* [What you have to do]
The answer should consist of each line from the data below that includes "center".

[Exercise material Boundary: Start]

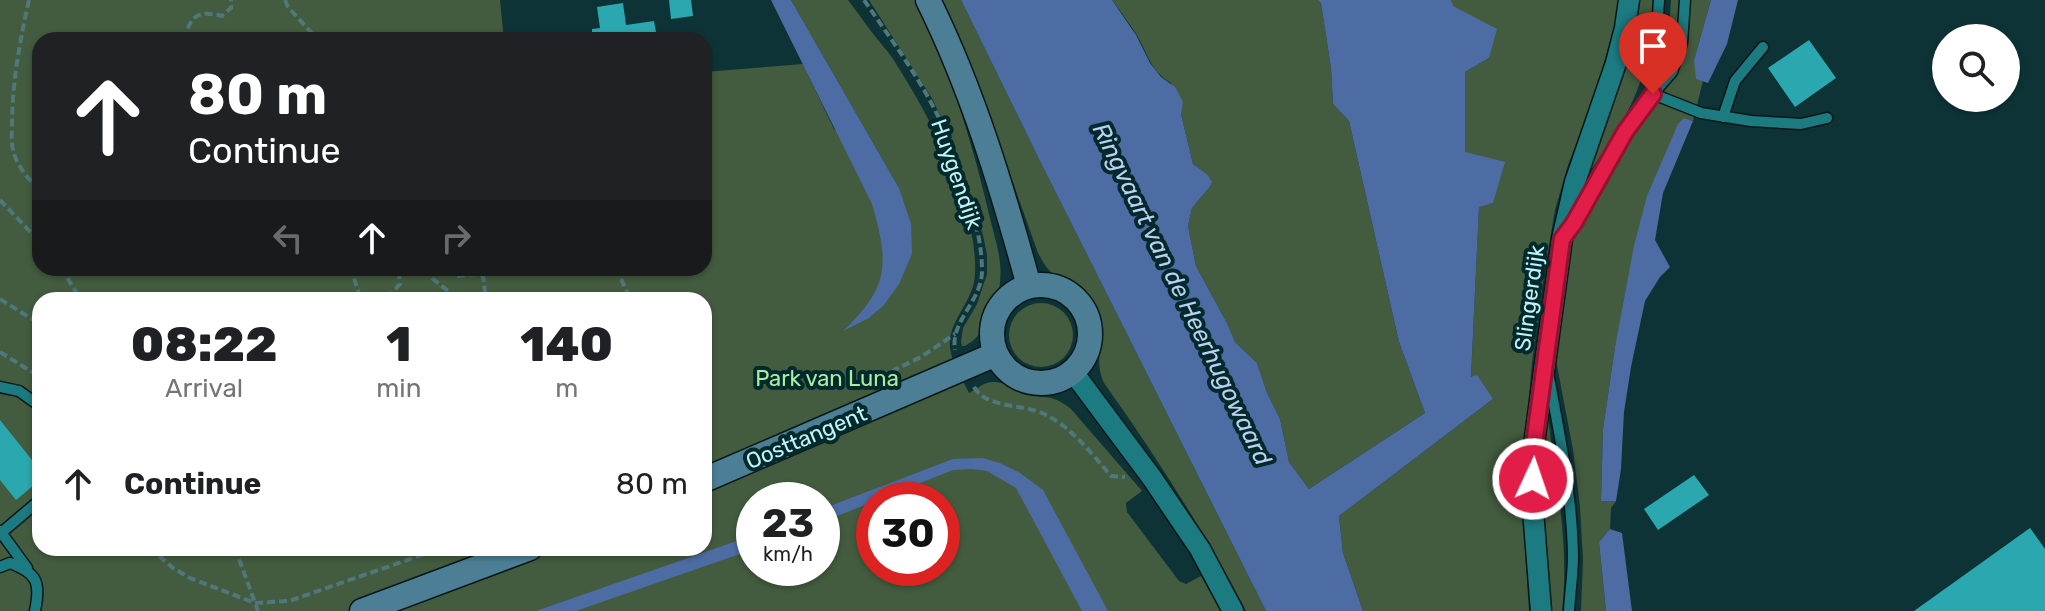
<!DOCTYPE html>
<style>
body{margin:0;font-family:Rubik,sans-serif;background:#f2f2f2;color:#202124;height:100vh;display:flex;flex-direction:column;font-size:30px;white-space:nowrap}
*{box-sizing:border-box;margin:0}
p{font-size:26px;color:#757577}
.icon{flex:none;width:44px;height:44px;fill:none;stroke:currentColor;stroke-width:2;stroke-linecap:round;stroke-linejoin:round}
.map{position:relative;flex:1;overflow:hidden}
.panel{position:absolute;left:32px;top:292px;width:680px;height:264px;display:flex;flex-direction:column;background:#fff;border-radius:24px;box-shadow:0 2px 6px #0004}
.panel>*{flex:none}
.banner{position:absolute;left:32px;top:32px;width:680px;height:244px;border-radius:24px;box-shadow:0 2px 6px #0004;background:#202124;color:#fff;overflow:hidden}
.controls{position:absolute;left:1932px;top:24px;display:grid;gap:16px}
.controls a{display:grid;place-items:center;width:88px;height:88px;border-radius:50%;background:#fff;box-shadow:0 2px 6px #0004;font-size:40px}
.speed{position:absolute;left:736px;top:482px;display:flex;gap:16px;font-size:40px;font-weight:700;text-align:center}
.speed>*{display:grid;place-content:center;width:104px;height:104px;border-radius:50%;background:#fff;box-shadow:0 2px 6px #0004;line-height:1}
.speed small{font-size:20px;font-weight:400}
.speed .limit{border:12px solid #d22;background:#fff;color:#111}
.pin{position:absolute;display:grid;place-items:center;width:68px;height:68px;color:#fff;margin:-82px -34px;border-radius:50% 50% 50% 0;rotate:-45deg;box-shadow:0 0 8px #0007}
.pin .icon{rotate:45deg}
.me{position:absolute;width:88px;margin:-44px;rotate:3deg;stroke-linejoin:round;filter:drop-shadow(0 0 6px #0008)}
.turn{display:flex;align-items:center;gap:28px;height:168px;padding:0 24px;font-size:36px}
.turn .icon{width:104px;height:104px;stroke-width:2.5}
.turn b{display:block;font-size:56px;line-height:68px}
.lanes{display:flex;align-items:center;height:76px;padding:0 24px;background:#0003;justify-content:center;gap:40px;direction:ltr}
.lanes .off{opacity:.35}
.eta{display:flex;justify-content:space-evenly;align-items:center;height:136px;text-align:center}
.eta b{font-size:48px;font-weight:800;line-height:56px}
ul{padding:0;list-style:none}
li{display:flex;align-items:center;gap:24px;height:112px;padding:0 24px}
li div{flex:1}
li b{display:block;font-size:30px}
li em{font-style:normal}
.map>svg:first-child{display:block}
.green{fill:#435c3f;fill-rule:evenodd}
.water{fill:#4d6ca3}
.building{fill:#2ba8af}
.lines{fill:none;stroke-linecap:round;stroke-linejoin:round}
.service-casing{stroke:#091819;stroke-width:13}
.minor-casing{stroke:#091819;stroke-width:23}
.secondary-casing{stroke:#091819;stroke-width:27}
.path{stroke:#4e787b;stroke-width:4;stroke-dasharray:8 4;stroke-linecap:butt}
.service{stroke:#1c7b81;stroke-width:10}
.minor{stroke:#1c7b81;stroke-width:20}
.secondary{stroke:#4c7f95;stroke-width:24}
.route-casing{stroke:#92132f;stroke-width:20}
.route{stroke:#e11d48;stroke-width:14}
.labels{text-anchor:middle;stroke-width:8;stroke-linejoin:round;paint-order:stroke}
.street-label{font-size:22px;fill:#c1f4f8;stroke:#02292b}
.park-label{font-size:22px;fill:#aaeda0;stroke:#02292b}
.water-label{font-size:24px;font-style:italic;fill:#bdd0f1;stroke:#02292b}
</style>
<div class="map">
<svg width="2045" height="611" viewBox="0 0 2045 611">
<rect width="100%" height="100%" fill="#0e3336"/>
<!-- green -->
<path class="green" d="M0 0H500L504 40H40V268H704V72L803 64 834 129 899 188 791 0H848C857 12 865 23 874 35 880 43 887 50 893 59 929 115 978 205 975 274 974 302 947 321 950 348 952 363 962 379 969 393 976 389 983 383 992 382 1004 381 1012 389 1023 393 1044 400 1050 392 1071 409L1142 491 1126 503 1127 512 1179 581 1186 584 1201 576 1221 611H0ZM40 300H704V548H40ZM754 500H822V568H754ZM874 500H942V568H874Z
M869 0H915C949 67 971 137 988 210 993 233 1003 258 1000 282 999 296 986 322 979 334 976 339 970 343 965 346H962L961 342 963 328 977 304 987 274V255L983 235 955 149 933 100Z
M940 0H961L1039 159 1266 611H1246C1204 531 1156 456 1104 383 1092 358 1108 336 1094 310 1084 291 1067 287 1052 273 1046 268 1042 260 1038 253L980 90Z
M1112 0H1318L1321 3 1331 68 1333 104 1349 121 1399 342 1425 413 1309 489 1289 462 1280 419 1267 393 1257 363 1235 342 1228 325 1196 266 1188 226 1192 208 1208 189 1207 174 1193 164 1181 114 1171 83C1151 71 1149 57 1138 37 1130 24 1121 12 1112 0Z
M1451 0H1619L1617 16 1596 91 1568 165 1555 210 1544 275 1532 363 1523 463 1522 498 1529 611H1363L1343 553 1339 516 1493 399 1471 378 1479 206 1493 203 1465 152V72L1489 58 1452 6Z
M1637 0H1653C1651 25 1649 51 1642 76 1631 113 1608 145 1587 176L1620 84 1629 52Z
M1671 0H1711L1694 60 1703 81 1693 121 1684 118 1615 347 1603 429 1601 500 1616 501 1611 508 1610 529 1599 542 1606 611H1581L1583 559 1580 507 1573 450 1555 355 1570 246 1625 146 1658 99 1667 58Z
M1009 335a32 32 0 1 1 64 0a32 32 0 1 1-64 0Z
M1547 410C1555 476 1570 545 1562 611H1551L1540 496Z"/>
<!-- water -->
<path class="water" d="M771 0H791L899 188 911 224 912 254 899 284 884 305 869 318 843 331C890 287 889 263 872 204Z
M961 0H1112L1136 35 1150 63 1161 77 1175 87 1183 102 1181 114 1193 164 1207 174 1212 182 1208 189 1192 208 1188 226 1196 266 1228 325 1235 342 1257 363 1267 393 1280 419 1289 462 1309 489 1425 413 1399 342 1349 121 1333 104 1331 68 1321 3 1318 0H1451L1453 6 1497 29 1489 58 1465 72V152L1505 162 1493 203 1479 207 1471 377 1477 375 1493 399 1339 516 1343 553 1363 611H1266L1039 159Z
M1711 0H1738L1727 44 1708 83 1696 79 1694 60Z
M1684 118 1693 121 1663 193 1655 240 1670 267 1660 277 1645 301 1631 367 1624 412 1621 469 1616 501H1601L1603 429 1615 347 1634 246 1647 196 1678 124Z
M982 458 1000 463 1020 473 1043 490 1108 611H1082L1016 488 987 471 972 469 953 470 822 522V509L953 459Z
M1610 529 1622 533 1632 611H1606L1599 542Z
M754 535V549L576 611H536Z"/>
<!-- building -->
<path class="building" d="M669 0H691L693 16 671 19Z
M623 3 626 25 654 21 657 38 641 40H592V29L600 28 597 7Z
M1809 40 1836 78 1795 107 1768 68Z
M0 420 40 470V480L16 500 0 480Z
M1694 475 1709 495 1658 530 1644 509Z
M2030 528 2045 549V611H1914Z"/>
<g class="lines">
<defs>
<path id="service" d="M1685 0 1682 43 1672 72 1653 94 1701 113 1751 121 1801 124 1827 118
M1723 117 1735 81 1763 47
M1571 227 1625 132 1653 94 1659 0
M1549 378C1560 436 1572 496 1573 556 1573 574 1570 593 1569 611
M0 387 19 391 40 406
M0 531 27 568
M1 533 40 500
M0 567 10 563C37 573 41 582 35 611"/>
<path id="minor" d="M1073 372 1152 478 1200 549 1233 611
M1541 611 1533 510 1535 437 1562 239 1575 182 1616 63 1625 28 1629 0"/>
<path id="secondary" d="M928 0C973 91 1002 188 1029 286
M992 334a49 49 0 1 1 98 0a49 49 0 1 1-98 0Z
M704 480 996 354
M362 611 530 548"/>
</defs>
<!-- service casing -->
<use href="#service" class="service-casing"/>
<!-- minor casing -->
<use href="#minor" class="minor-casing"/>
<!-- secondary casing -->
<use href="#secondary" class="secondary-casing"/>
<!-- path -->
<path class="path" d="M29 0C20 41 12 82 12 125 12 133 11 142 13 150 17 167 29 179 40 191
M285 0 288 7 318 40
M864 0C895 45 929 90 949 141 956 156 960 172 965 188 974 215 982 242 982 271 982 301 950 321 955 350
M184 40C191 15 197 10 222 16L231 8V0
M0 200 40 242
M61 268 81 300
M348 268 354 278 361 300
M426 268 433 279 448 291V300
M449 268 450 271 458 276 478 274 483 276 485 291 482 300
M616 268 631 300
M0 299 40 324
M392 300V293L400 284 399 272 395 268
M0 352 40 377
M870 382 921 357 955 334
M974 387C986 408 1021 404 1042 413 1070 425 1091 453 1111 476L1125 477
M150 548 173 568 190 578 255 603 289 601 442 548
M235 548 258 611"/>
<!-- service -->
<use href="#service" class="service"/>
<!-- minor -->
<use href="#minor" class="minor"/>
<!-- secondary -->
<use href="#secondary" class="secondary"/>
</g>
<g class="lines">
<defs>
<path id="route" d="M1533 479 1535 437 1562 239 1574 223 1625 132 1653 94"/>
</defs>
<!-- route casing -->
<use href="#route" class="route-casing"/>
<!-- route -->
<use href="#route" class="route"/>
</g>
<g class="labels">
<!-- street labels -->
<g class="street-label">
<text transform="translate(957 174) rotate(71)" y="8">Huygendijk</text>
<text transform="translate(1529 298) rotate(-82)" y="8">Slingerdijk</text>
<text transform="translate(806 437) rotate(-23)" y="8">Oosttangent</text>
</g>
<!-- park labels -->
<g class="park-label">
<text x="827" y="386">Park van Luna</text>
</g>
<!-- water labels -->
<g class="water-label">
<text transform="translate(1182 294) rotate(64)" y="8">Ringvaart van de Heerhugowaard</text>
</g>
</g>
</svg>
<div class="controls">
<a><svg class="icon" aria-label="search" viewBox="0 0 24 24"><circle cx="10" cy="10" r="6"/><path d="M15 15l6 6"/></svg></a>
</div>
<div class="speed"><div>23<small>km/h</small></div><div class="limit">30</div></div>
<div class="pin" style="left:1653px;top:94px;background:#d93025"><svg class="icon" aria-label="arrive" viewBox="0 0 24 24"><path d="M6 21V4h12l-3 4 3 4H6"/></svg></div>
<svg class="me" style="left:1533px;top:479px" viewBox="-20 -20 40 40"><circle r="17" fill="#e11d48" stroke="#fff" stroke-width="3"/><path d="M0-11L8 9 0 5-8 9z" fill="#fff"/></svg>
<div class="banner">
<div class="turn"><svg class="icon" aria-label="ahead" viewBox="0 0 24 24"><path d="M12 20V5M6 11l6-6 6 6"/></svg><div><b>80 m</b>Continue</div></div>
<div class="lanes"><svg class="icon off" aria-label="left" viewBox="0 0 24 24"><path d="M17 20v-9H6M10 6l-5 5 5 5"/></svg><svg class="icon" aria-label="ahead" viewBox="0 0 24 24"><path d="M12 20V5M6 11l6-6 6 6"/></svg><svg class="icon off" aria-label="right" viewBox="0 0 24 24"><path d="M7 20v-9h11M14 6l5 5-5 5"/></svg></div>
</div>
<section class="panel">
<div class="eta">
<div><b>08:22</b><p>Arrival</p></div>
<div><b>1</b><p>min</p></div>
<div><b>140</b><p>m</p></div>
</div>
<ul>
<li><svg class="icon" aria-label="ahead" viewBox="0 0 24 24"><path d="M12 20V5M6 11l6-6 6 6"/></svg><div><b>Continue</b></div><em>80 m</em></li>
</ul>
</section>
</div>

[Exercise material Boundary: End]

* [Answer to the problem]
.controls a{display:grid;place-items:center;width:88px;height:88px;border-radius:50%;background:#fff;box-shadow:0 2px 6px #0004;font-size:40px}
.speed{position:absolute;left:736px;top:482px;display:flex;gap:16px;font-size:40px;font-weight:700;text-align:center}
.speed>*{display:grid;place-content:center;width:104px;height:104px;border-radius:50%;background:#fff;box-shadow:0 2px 6px #0004;line-height:1}
.pin{position:absolute;display:grid;place-items:center;width:68px;height:68px;color:#fff;margin:-82px -34px;border-radius:50% 50% 50% 0;rotate:-45deg;box-shadow:0 0 8px #0007}
.turn{display:flex;align-items:center;gap:28px;height:168px;padding:0 24px;font-size:36px}
.lanes{display:flex;align-items:center;height:76px;padding:0 24px;background:#0003;justify-content:center;gap:40px;direction:ltr}
.eta{display:flex;justify-content:space-evenly;align-items:center;height:136px;text-align:center}
li{display:flex;align-items:center;gap:24px;height:112px;padding:0 24px}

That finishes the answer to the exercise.